Watson, Farley & Williams has rushed to remove a video from YouTube which exposed confidential client and partner information.
The five and a half minute video showed someone with administrator-level access moving around the shipping specialist's website demonstrating various features.
Three minutes in, the cursor opens a 'Business Development' section which reveals a list of 'Deals' and a list of 'Pitches'. Several matters are shown, two of which are labelled explicitly as 'Confidential'.
Not to give too much away, but lots of those redacted deals concerned boat stuff.
The tour then turns to WFW's billing system. In doing so, it reveals the identity of WFW clients and the matters on which the firm was working. Details of clients' invoices are also shown, and their balances on client account.
Clients, matters, monies, all set out clearly. Looks like a great system!
The footage has been available for anyone to see for two years. It was uploaded in 2017 by an employee of Aderant, a US IT business which claims to be "Reimagining law firm success".
"Just gonna upload it like...that. Bingo."
Steve McHargue, a 'Senior Solutions Architect' at Aderant on whose YouTube channel the video was posted, describes himself as a 'portal evangelist'. Luckily for WFW his congregation is very small and in two years Aderant's blooper reel garnered only 17 views.
Which is just as well, because at least two partners have the right to be absolutely livid about the breach.
The final third of the video takes viewers on a spin around pages showing WFW lawyers' utilisation rates. Two named WFW partners are used as examples, with the operator revealing screens that show that their performances were below average compared to the rest of the maritime team, as well as compared to the London office and the firm as a whole.

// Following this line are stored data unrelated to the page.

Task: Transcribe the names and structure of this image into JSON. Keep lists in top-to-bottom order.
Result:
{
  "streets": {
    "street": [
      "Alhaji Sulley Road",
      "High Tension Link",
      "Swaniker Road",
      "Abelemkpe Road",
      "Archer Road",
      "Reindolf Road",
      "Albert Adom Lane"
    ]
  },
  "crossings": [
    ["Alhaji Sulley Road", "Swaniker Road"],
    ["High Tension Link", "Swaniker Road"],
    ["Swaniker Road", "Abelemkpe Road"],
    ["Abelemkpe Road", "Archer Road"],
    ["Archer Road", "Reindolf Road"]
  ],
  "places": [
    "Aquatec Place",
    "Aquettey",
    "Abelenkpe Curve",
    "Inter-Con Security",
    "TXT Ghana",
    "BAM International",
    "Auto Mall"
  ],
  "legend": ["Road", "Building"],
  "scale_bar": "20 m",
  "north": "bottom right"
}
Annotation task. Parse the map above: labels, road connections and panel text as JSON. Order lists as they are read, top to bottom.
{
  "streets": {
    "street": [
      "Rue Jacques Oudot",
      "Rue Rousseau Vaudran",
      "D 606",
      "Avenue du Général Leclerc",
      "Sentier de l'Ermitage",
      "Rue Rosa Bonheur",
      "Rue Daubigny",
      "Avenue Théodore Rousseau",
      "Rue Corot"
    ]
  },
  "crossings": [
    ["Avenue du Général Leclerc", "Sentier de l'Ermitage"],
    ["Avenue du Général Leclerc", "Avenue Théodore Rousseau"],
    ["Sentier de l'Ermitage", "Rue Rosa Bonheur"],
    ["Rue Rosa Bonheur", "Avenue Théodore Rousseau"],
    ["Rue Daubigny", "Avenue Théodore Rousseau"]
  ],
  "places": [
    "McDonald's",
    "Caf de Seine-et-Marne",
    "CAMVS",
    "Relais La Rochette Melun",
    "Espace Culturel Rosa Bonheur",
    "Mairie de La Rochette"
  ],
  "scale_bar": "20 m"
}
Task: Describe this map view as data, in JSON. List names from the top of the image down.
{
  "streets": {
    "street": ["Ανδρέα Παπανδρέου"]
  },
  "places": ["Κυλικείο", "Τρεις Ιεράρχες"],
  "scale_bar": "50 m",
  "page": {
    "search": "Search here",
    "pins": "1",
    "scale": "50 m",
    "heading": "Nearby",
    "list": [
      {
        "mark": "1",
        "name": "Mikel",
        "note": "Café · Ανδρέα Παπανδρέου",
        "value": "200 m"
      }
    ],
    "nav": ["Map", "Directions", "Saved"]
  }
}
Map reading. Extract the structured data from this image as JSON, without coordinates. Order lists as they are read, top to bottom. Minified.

The humiliating information even includes the amount of sick leave they took, along with their remaining holiday entitlement. About the only detail Aderant didn't reveal was their pay.
Billings up over last year, at least.
The video was deleted from YouTube within hours of RollOnFriday alerting WFW.
In a statement the firm said McHargue intended to share the video privately for an internal training scheme, but inadvertently posted it on a public site. He is said to be "mortified" by the slip.
The firm said Aderant did not have WFW's permission to create the video. It said it took data breaches "very seriously" and was "concurrently conducting our own investigations including, among other things, action on the part of the supplier".
WFW warned "third parties" that the information contained in the video "is confidential and should not be disseminated" and that "the video or any parts of it should be deleted”. An important message to send, albeit two years ago.